The deal also includes two optional five-year extensions, which could extend the partnership to 30 years. The first capacity is expected to come online in the second half of 2027, with full build out expected by early 2028.

TeraWulf has now secured a third major AI customer in Anthropic, after previously striking deals with Core42 and Fluidstack, whose earlier project was backed by Google.

Bernstein estimates that the latest deal puts TeraWulf at about $27 billion in contracted AI revenue across some 839 megawatts of IT capacity in projects. 

TeraWulf simplifies business

The company has agreed to sell its 50.1 percent stake in the Abernathy joint venture to a Fluidstack-led investor group for $530 million. Bernstein said TeraWulf has invested about $450 million in the Texas project, so the sale yields an estimated 18 percent return on investment.

Partner and anchor tenant Fluidstack founded the Abernathy venture in late 2025 to develop a 168-megawatt AI data center campus.

It said the sale proceeds will be paid in three tranches, comprising $250 million in two weeks, $150 million by end-2026 and the balance of about $130 million by April 2027, subject to adjustments.

Instead of pursuing more joint ventures, TeraWulf plans to reinvest the capital into its own AI infrastructure projects, which will give it more control over future developments and customer relationships.

Bernstein sees this as a key step in the evolution of the company’s business model. TeraWulf will focus on capturing more value from the growing need for AI computing infrastructure, rather than sharing ownership and economics with partners.

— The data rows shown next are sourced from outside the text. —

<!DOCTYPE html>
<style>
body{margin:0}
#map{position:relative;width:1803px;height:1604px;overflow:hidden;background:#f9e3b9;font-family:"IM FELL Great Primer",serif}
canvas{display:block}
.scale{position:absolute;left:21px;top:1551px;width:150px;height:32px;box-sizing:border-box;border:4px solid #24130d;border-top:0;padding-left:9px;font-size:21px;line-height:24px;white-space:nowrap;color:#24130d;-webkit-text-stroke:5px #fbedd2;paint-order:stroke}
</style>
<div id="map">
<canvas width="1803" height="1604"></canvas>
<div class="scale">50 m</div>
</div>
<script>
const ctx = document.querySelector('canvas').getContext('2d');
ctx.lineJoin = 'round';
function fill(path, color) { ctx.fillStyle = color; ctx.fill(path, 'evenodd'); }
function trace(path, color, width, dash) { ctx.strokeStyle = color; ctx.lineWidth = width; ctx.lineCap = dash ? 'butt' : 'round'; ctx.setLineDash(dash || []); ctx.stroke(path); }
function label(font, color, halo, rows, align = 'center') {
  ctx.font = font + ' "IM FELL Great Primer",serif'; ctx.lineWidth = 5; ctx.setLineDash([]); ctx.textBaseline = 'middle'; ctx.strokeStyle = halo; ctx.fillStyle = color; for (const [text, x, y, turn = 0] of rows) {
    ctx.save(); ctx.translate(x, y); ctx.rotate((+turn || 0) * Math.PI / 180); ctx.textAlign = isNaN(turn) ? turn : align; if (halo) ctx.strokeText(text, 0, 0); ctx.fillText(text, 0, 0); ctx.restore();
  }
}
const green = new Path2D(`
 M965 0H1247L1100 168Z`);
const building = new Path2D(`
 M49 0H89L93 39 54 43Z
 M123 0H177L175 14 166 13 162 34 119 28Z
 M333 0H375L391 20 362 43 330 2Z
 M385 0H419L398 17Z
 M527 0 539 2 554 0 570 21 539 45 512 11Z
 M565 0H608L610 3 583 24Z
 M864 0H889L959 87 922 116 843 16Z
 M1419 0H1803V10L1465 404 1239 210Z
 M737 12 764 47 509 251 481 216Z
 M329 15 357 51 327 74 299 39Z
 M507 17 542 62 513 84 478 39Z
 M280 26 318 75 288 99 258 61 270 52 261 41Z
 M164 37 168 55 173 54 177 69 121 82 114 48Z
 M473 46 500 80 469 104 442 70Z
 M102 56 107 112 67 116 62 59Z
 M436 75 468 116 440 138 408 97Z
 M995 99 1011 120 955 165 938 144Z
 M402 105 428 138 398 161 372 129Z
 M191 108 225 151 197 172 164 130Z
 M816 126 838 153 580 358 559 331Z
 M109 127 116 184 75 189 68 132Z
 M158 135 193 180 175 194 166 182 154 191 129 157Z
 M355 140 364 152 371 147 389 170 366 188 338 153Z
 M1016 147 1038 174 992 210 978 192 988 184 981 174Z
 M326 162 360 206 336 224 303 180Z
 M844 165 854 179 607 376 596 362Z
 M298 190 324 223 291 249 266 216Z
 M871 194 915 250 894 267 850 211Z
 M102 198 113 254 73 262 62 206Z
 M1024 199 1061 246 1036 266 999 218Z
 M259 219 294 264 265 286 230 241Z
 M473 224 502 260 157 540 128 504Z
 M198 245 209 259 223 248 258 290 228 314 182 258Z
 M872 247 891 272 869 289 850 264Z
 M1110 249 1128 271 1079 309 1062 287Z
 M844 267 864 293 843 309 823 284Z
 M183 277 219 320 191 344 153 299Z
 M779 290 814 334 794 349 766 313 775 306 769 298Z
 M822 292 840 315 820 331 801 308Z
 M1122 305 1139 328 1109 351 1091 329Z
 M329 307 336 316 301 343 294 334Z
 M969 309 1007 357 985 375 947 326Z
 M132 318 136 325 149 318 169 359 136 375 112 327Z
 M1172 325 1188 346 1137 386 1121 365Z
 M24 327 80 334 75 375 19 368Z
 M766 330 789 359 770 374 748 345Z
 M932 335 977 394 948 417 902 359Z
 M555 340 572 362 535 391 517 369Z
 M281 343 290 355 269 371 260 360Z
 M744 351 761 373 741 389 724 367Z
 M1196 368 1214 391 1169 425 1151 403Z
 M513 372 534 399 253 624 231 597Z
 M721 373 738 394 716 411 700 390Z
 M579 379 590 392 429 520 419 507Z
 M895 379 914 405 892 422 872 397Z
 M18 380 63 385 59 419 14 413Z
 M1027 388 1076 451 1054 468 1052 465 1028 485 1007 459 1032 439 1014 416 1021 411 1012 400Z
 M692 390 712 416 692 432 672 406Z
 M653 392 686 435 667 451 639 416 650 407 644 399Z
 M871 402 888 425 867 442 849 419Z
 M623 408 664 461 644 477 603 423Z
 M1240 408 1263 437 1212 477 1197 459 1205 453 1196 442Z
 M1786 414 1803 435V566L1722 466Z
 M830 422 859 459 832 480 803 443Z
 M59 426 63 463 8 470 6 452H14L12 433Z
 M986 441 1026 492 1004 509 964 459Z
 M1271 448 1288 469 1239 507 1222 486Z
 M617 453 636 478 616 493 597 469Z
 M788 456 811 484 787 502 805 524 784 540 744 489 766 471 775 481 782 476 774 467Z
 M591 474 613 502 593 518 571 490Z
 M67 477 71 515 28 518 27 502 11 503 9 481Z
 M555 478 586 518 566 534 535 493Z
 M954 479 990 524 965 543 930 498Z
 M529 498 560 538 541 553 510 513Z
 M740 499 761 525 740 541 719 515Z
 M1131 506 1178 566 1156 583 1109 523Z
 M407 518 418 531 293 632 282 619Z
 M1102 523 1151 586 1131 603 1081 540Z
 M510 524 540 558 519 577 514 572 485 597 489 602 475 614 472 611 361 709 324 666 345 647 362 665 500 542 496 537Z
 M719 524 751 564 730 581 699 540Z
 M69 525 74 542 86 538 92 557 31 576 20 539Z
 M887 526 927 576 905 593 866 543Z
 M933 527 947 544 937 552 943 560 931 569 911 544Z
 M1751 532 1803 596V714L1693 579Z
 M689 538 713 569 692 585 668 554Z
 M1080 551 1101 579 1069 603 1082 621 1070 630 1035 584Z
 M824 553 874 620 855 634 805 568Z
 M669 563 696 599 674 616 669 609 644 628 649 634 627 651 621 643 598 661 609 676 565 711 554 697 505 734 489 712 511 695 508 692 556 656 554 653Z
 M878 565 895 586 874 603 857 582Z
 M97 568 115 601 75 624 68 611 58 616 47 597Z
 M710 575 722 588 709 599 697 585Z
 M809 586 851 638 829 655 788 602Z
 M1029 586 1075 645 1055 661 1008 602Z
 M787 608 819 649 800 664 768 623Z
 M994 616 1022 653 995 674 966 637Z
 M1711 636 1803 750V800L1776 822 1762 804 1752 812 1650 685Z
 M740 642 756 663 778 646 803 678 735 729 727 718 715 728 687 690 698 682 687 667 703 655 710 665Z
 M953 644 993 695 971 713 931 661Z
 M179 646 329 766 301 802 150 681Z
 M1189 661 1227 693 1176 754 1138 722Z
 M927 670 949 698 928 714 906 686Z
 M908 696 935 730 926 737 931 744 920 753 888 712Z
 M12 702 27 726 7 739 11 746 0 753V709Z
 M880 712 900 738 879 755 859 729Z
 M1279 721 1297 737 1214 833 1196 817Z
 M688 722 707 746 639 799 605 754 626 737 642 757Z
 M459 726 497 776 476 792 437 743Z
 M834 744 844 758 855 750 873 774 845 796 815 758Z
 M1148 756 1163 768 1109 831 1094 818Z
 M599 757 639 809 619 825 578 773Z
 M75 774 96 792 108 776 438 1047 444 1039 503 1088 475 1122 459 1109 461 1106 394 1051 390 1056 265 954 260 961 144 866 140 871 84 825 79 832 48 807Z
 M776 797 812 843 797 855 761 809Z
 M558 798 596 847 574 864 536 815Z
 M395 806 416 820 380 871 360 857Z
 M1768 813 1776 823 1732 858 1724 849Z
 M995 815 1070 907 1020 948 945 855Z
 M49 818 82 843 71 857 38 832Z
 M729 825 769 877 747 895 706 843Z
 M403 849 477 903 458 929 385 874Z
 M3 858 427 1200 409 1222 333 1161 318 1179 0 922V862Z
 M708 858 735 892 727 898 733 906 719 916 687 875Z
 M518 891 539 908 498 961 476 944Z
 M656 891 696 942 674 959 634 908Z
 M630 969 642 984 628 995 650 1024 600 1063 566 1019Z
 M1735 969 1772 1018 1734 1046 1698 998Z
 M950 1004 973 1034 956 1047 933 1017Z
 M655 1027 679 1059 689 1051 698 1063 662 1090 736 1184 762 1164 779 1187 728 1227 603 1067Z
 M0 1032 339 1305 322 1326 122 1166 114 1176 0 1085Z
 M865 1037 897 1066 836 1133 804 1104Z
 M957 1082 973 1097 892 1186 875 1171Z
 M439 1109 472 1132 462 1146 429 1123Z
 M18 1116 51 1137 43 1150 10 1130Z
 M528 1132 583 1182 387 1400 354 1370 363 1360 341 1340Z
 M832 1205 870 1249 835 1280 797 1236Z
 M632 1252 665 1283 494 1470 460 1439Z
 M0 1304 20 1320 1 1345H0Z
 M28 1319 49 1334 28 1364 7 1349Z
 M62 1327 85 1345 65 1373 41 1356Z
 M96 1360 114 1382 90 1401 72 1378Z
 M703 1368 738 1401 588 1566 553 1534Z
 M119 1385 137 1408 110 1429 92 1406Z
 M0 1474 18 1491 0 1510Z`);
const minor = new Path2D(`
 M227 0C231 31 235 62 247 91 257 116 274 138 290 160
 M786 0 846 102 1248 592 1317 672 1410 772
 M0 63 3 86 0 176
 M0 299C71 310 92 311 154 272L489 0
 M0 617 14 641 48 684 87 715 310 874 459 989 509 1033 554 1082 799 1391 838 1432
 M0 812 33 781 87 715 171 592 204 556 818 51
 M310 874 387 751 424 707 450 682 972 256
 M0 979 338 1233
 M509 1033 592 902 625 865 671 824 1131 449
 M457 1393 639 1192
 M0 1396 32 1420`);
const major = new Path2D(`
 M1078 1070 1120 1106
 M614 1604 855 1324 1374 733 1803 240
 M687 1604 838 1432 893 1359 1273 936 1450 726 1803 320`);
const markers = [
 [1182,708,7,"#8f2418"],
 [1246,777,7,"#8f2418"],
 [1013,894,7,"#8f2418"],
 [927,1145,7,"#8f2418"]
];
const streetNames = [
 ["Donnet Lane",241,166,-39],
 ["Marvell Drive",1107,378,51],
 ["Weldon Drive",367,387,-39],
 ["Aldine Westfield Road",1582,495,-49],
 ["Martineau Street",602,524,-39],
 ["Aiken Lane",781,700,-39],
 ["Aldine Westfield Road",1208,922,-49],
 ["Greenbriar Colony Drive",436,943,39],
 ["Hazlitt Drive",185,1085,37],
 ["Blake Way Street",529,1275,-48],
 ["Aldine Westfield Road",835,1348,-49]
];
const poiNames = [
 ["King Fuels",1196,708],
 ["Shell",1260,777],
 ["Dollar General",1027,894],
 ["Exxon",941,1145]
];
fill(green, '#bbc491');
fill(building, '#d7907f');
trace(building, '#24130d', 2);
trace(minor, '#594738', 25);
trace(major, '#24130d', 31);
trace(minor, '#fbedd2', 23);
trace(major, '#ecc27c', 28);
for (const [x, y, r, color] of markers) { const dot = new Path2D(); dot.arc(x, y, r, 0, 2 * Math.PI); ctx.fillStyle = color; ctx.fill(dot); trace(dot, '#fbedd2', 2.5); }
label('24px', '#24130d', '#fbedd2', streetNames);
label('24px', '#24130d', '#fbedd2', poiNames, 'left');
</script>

The gains from the Anthropic lease are more than offset by the loss of future income from the Abernathy joint venture. As such, Bernstein’s long-term outlook is mostly intact, but it did raise its 2030 adjusted EBITDA estimate by roughly $43 million.

The firm expects TeraWulf’s AI business to grow quickly in the future. Net AI revenue is expected to grow from $209 million in 2026 to around $1.7 billion by 2030. High-performance computing EBITDA could hit $1.5 billion over the same period, with margins stabilising around 85 percent.

Bernstein also pointed to TeraWulf’s large power portfolio, about 3.6 gigawatts across New York, Kentucky and Maryland, that it believes could support hundreds of megawatts of new AI infrastructure annually.

But the analysts did flag one key risk. Today, a large portion of TeraWulf’s contracted revenue is derived from a relatively small set of major customers, so the company will need to expand its customer base over time as its AI platform matures.

Shares of TeraWulf rose 4.9 percent to $22.21 after the announcements, reflecting investor optimism around the company’s accelerating pivot from cryptocurrency mining to AI infrastructure.